Nicht nur das. Die Stadt hat in den vergangenen Jahrzehnten einige strategische Instrumente für die Wirtschaftspolitik gehabt, die aus den öffentlichen Unternehmen bestanden haben. Nun mussten wir zur Kenntnis nehmen, dass die Wunschliste des neuen Senats sich nur dann finanzieren lassen wird, wenn man sich von diesen strategischen Instrumenten ganz oder teilweise verabschiedet.
Man muss nicht mit jeder Entscheidung, die mit diesen strategischen Instrumenten getroffen worden ist, einverstanden sein. Dass es aber Instrumente sind, mit denen man auch strategisch auf die Wirtschaftslage der Stadt Einfluss nehmen kann, ist richtig. Das heißt beispielsweise, dass man sich mit der Hafenpolitik nicht an einen Reeder verkauft – das war einer der Gründe, dass man die HHLA weiter behalten hat – oder die HEW-Aktien noch nicht auf den Markt wirft, bevor man die wichtige Frage der Standorte von Firmenzentralen abschließend geregelt hat,
oder dass man bei der Landesbank nicht die Möglichkeit verschenkt, auch in Zukunft Kredite strategisch zu vergeben. All das ist aufgrund der Vorhaben, die Sie als Senat beschlossen haben, in Gefahr.
Dagegen ist der bundespolitische Beitrag zu den Verbesserungen auf dem Arbeitsmarkt auch nicht von selbst gekommen. Die Konjunkturbelebung durch die große Steuerreform, die Senkung der Lohnnebenkosten durch die Ökosteuer, die gerechtere Verteilung der Arbeit durch die Teilzeitarbeitsgesetzgebung und die 630-DM-Regelung sind alles wichtige Fortschritte gewesen, die in Hamburg auch zu den Entlastungen beigetragen haben, die in aller Regel aber immer gegen Sie durchgesetzt werden mussten.
Besonders in der heutigen Lage, wo es konjunkturell schwieriger wird, kommt es darauf an, die Mittel der aktiven Arbeitsmarktpolitik zu nutzen und nicht zu reduzieren. Deswegen möchte ich auch besonders an den neuen Wirtschaftssenator appellieren: Herr Uldall, Sie sind jetzt nicht mehr Oppositionsabgeordneter auf Bundesebene, sondern müssen hier nun Gestaltungsverantwortung übernehmen.
Deswegen bitte ich Sie: Bauen Sie nicht die Arbeitsmarktinstrumente ab.
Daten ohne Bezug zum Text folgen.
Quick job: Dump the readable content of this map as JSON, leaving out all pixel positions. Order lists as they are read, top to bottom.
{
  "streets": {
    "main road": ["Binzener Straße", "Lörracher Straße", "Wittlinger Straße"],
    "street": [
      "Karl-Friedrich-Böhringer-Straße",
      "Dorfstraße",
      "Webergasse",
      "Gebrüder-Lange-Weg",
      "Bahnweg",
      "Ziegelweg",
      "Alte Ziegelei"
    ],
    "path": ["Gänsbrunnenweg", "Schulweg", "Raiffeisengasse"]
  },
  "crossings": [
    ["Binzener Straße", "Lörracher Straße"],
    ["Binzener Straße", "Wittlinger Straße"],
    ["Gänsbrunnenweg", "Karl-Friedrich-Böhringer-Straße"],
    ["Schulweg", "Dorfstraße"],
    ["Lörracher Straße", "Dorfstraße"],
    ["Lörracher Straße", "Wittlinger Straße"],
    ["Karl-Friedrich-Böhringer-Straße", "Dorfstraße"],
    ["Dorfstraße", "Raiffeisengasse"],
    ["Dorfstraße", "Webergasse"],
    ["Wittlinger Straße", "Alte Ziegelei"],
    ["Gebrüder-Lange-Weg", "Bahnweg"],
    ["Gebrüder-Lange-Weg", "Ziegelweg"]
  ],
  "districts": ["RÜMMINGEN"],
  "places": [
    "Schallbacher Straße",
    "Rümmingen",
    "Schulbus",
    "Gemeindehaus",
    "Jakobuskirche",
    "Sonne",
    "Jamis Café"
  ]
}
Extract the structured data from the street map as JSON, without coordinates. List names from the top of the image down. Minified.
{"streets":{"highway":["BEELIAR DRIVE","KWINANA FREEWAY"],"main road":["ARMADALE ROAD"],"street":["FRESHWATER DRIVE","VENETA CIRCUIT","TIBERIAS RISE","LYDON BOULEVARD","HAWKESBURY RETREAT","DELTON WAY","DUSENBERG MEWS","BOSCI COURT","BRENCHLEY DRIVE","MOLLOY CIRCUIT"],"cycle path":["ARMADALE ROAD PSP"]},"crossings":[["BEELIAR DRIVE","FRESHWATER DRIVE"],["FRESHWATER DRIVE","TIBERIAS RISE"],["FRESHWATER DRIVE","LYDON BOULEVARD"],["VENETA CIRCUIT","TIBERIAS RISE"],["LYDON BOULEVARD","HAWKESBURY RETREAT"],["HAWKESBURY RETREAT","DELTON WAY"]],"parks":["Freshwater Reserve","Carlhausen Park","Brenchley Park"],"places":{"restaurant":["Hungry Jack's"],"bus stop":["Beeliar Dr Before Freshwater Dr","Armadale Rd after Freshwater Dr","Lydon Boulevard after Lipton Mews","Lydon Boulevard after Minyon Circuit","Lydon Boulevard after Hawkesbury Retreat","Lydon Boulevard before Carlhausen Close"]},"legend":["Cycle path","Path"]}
Setzen Sie sich dagegen ein, wenn die strategischen wirtschaftspolitischen Instrumente abgebaut werden sollen. Und schließlich: Hören Sie bitte mit dem durchsichtigen Versuch auf, die Konsequenzen Ihrer Fehlentscheidung nach dem Motto „Haltet den Dieb“ bei der Bundesregierung abzuladen.
Frau Präsidentin, meine Damen und Herren! Aufbruch und Erneuerung, so stand es über dem rotgrünen Koalitionsvertrag aus dem Jahr 1998. Jetzt können wir einmal besichtigen, was davon nach drei Jahren übrig geblieben ist.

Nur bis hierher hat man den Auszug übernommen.